REVIEW: How to Make Awesome Comics
How to Make Awesome Comics
By Neill Cameron
David Fickling Books/Scholastic, 64 pages, $8.99
Aimed at 7-10 year olds, this book attempts to explain how to create comics when it merely scratches the surface and suggests mash-ups are the only way to design characters. Neill Cameron should know better considering his background with YA graphic novels and his role as artist in residence at Oxford’s The Story Museum. This collection is culled from weekly installments that first saw print in England’s The Phoenix.
Narrated by Professor Panels and Art Monkey, they breezily and cheekily tour the most basic aspects of telling a story, creating heroes and villains, and putting them all together to form a visual narrative. Every chapter tells you how to do something awesomely but it’s too much in too few pages.
There are some basics early on that are age appropriate for the readers but once he tells you awesome ideas are to take one from column A and one from column B and your done does the budding comics creator a major disservice.

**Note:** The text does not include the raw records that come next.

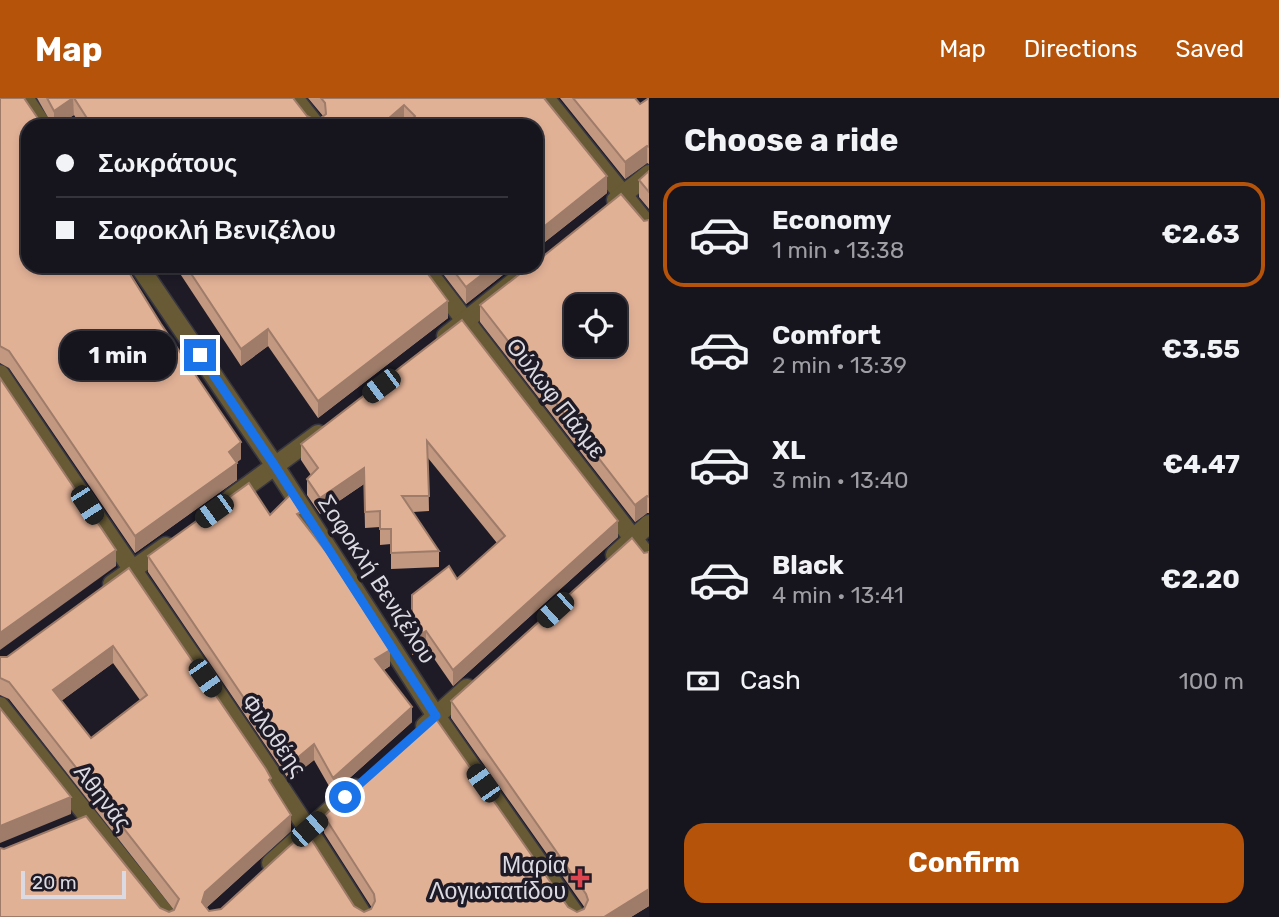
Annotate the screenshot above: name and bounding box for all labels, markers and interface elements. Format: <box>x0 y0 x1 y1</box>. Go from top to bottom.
text: Map <box>35 30 103 69</box>
text: Map <box>939 35 986 63</box>
text: Directions <box>1024 35 1137 63</box>
text: Saved <box>1175 35 1244 63</box>
text: Choose a ride <box>684 121 898 159</box>
text: Σωκράτους <box>98 148 238 179</box>
icon: car <box>688 203 751 266</box>
text: Economy <box>772 205 891 236</box>
text: Σοφοκλή Βενιζέλου <box>98 215 336 246</box>
text: €2.63 <box>1161 219 1240 250</box>
text: 1 min · 13:38 <box>772 236 904 264</box>
map controls <box>564 294 627 357</box>
button: locate <box>564 294 627 357</box>
icon: car <box>688 318 751 381</box>
text: Comfort <box>772 320 881 351</box>
callout: 1 min <box>60 330 176 380</box>
street label: Ούλωφ Πάλμε <box>500 332 612 464</box>
text: €3.55 <box>1161 334 1240 365</box>
route end <box>184 339 216 371</box>
text: 1 min <box>89 341 147 369</box>
text: 2 min · 13:39 <box>772 351 907 379</box>
car <box>358 365 405 407</box>
icon: car <box>688 433 751 496</box>
text: XL <box>772 435 805 466</box>
text: €4.47 <box>1163 449 1240 480</box>
text: 3 min · 13:40 <box>772 466 909 494</box>
car <box>67 482 108 528</box>
street label: Σοφοκλή Βενιζέλου <box>312 489 442 669</box>
car <box>191 490 238 532</box>
icon: car <box>688 548 751 611</box>
text: Black <box>772 550 844 581</box>
text: €2.20 <box>1161 564 1240 595</box>
text: 4 min · 13:41 <box>772 581 904 609</box>
car <box>533 588 578 632</box>
car <box>185 655 226 701</box>
icon: cash <box>684 662 722 700</box>
text: Cash <box>740 665 801 696</box>
text: 100 m <box>1179 667 1244 695</box>
street label: Φιλοθέης <box>235 688 313 782</box>
street label: Αθηνάς <box>68 758 138 836</box>
car <box>463 760 504 806</box>
route start <box>329 781 361 813</box>
car <box>287 807 332 851</box>
button: Confirm <box>684 823 1244 903</box>
place label: Μαρία Λογιωτατίδου <box>429 851 566 905</box>
scale bar <box>21 868 126 900</box>
marker: Μαρία Λογιωτατίδου <box>572 870 588 886</box>
text: 20 m <box>32 871 77 894</box>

This mix and match approach is carried on throughout the book which suggests to readers there is just this one way to tell a story or creator interesting characters.
Cameron should have dropped some of the silliness in favor of elements like making sure each panel leads the reader’s eye in the proper direction. How to place balloons, captions, and sound effects to aid in the reading. There’s nothing on anatomy, perspective, or page design which might seem too sophisticated for the age range, but these are essentials for good comics literacy.
I would warn well-meaning parents away from giving this to their budding talents and instead find other sources (or courses) that would do a better job training them.